Le leader chinois des équipements de télécommunications a subi un nouveau revers aux Etats-Unis. Huawei a dû renoncer à acquérir des brevets appartenant à 3Leaf Systems. Le groupe avait négocié l'achat de technologies de cette entreprise spécialisée dans l'optimisation de mise en réseau d'ordinateurs, pour 2 millions de dollars (1,5 million d'euros), sans soumettre l'accord à l'autorité américaine chargée d'examiner l'implication des prises de participation étrangères sur la sécurité nationale.
S'étant saisi lui-même du dossier, le Comité sur les investissements étrangers aux Etats-Unis (CFIUS) a rendu un avis défavorable, s'inquiétant des liens de Huawei avec le gouvernement chinois et lui suggérant de faire marche arrière de sa propre initiative. L'entreprise a d'abord persisté, avant de se rétracter, vendredi 18 février, pour éviter la désapprobation du président américain.
Un temps perçu comme un simple copieur, Huawei s'est imposé comme un concurrent sérieux de Cisco Systems, après avoir devancé Alcatel-Lucent et Nokia-Siemens. Présente dans le monde entier, l'entreprise a fait la démonstration de ses capacités d'innovation propres depuis ses bureaux de recherche de Shenzhen. Elle commercialise dans les pays occidentaux des téléphones portables équipés d'Android, le logiciel pour mobile de Google.
Les soupçons de proximité avec le gouvernement de Pékin lui ont déjà valu un échec aux Etats-Unis en 2008, quand Huawei tentait, aux côtés du fonds d'investissement Bain Capital, d'investir 2,2 milliards de dollars dans 3Com, un fournisseur de routeurs pour l'accès à Internet.
Cette fois encore, l'histoire de son fondateur, Ren Zhengfei, ex-officier de l'Armée populaire de libération, membre du Parti communiste chinois et de son Congrès national, s'est retournée contre ses projets en Amérique. Dans une lettre au secrétaire au commerce, Gary Locke, les sénateurs Jim Webb et Jon Kyl s'inquiétaient, le 11 février, des liens de M. Ren avec l'armée chinoise et des contrats passés par Huawei avec Saddam Hussein, les talibans et les Gardiens de la révolution en Iran.
Lignes de crédit généreuses
Pour preuve de son indépendance, Huawei répète que son capital est détenu à 100 % par ses salariés. L'entreprise n'étant pas cotée en Bourse, elle n'est pas soumise aux mêmes exigences de transparence financière que ses concurrents.
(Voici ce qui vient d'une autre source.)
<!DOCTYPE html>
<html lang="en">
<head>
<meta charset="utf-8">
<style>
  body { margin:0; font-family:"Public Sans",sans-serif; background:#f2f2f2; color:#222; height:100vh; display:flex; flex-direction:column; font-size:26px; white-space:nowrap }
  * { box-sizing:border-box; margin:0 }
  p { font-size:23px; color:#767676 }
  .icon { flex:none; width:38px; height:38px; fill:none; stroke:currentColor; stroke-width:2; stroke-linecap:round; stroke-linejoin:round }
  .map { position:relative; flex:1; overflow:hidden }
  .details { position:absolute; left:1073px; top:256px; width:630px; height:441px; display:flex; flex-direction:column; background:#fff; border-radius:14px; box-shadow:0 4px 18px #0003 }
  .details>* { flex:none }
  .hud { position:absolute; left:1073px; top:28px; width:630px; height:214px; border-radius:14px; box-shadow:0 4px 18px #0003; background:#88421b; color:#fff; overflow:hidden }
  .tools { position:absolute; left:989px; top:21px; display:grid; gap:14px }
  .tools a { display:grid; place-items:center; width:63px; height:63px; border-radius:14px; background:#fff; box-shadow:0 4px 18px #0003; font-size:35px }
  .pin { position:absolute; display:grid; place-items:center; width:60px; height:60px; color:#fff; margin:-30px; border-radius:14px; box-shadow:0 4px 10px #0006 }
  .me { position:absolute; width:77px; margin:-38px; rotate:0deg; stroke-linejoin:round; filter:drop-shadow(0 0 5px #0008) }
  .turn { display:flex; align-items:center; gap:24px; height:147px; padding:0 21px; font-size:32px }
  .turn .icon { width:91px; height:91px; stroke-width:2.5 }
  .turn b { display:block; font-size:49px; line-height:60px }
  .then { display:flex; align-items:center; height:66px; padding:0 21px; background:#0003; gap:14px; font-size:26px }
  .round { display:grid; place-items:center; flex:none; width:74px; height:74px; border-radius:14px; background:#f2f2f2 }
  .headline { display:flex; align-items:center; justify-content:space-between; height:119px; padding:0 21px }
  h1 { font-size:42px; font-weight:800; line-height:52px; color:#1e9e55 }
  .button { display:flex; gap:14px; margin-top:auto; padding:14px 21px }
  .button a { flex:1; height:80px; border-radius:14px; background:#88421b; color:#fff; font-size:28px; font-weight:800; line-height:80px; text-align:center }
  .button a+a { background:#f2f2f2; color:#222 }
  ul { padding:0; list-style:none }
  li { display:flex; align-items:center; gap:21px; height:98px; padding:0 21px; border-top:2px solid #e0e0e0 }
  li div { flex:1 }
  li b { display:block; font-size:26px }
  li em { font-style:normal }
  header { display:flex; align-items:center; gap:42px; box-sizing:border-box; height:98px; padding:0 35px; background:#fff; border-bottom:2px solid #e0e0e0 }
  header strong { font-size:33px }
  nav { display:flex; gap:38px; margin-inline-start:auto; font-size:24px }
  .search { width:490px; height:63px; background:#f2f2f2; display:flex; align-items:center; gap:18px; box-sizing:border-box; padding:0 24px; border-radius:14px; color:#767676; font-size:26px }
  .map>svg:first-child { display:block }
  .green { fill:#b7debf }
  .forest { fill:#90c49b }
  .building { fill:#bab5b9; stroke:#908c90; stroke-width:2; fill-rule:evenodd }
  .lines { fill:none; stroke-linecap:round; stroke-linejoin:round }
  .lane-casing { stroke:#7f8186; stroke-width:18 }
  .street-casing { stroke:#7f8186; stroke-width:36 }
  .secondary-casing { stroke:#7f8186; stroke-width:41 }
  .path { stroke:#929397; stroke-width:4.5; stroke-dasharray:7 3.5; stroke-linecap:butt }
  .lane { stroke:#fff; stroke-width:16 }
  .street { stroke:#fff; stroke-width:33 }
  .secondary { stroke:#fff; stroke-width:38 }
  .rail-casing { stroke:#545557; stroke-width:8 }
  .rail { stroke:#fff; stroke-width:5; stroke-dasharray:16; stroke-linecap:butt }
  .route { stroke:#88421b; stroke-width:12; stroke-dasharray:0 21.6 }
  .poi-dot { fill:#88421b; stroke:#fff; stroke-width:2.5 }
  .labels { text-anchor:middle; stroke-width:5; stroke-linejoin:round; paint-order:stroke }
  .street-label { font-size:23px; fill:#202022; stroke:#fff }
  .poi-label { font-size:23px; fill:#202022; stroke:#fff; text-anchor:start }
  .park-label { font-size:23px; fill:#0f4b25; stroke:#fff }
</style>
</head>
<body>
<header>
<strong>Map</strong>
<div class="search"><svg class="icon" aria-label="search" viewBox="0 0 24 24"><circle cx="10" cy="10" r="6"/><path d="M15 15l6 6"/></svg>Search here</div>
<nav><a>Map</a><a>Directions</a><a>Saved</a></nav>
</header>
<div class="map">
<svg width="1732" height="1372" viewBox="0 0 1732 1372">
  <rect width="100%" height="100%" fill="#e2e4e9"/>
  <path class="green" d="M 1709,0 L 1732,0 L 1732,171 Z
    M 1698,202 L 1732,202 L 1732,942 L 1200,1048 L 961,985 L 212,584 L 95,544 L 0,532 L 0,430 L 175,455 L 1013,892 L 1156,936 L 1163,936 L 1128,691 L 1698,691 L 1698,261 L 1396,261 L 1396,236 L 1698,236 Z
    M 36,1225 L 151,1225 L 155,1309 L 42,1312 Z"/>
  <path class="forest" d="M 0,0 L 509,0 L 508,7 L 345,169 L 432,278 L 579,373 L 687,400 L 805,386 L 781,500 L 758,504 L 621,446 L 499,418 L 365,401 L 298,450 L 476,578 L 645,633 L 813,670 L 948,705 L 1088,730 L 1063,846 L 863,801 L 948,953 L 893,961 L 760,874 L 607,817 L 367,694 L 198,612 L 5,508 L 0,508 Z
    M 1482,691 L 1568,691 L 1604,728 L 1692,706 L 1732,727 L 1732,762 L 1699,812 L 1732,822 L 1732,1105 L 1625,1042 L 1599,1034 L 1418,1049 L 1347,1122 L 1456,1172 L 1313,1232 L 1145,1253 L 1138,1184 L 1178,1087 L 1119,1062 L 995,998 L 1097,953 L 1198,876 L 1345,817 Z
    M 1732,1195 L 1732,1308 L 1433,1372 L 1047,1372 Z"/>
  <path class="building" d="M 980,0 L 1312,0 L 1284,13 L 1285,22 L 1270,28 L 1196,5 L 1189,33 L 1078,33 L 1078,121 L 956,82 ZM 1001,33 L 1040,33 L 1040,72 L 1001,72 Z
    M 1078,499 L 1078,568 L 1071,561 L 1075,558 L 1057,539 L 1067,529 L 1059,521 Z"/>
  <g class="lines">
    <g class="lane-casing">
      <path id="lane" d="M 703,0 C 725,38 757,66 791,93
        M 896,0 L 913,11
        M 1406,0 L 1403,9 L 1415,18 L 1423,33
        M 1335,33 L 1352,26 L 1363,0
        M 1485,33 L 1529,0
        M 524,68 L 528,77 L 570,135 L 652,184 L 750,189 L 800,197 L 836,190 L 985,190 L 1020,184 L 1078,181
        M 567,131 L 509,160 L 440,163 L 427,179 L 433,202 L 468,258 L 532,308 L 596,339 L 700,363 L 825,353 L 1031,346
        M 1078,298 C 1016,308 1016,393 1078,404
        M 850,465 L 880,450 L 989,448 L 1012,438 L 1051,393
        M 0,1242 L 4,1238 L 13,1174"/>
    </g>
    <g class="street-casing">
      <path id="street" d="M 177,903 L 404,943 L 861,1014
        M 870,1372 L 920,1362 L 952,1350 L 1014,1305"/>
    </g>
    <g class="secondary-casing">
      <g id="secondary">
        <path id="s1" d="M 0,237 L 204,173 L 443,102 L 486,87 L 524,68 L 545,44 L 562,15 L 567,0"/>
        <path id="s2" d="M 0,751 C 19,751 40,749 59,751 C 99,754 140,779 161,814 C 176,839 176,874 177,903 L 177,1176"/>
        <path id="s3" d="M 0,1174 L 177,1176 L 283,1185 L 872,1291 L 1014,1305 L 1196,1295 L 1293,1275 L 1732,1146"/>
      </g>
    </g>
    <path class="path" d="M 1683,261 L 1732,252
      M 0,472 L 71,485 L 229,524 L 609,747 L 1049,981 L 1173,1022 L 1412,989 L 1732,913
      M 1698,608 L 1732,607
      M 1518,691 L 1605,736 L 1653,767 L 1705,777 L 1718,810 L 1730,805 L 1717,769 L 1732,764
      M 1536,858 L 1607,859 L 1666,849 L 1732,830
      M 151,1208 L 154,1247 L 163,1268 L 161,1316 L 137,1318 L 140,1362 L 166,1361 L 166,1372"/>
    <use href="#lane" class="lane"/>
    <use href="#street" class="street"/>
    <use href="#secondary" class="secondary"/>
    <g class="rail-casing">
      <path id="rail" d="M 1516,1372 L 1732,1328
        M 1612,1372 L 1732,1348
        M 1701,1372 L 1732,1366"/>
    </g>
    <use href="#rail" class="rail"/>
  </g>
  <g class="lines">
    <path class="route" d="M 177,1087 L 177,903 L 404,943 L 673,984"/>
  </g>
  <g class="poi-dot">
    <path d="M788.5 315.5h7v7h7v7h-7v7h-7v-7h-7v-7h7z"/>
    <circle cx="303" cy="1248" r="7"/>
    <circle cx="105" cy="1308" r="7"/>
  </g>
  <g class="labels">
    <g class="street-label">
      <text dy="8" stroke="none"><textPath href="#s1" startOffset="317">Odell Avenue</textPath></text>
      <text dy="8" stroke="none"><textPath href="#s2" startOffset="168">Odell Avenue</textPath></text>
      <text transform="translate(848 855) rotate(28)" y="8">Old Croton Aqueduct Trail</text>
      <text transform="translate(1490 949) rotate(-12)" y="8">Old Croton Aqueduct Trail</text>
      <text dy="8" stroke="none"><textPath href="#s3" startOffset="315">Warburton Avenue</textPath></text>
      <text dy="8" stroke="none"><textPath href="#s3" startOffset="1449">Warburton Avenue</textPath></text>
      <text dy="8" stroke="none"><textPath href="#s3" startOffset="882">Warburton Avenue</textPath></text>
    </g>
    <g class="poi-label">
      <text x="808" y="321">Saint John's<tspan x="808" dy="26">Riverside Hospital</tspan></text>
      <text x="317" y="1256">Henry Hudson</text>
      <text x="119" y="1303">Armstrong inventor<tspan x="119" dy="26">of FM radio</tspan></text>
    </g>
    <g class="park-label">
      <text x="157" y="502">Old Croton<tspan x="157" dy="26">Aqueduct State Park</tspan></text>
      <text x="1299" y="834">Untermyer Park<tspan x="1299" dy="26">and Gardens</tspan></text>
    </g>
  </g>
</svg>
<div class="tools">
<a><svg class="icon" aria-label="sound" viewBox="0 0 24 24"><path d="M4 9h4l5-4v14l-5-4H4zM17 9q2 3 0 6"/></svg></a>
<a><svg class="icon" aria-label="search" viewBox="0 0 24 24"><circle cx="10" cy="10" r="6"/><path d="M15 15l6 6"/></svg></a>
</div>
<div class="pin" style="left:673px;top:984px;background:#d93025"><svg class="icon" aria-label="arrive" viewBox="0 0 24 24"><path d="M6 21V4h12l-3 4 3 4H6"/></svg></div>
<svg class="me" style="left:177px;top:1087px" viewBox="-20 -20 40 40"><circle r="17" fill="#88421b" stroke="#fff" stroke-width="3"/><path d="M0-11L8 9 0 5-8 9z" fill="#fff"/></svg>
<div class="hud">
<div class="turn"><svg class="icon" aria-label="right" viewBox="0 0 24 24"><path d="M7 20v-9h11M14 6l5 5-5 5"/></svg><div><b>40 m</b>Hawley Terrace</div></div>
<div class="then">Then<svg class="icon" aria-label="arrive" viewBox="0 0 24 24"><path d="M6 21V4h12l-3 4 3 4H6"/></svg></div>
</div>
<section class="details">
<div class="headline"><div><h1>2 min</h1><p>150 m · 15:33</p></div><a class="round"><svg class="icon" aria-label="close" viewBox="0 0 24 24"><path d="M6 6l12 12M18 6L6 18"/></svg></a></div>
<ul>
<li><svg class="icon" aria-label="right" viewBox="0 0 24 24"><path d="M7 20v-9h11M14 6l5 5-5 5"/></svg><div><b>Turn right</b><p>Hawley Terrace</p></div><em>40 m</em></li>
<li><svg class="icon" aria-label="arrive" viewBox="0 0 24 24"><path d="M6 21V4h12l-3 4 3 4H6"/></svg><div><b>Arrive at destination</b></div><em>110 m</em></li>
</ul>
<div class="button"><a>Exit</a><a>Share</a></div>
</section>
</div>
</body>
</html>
Huawei, comme son concurrent chinois ZTE, est aussi dans le collimateur de la Commission européenne, qui dispose de preuves des généreuses lignes de crédit que leur accordent les banques publiques chinoises, selon un rapport dévoilé à la presse début février. Huawei aurait ainsi bénéficié de 30 milliards de dollars de la Banque chinoise de développement. Le groupe s'est défendu en répondant que ce soutien était destiné à ses clients et non à lui-même.
" Huawei est en avance sur le peloton, et son lien avec la Chine le tire presque plus vers le bas, en termes de perception, qu'il ne l'aide par les financements à l'exportation et autres soutiens ", analyse Duncan Clark, président de BDA, un cabinet de consultants spécialiste des nouvelles technologies installé à Pékin.
Le champion chinois des nouvelles technologies aura bientôt l'occasion d'évaluer à nouveau cet équilibre. Huawei a proposé d'offrir un réseau de téléphonie mobile d'une valeur de 50 millions de livres sterling (59 millions d'euros) pour les souterrains du métro londonien afin que ses passagers puissent téléphoner depuis les rames, dans un délai record avant les Jeux olympiques de 2012, révèle le journal Sunday Times. Un accord pourrait être signé début avril, mais l'offre est déjà confrontée à l'opposition de parlementaires conservateurs, arguant d'un risque potentiel pour la sécurité nationale.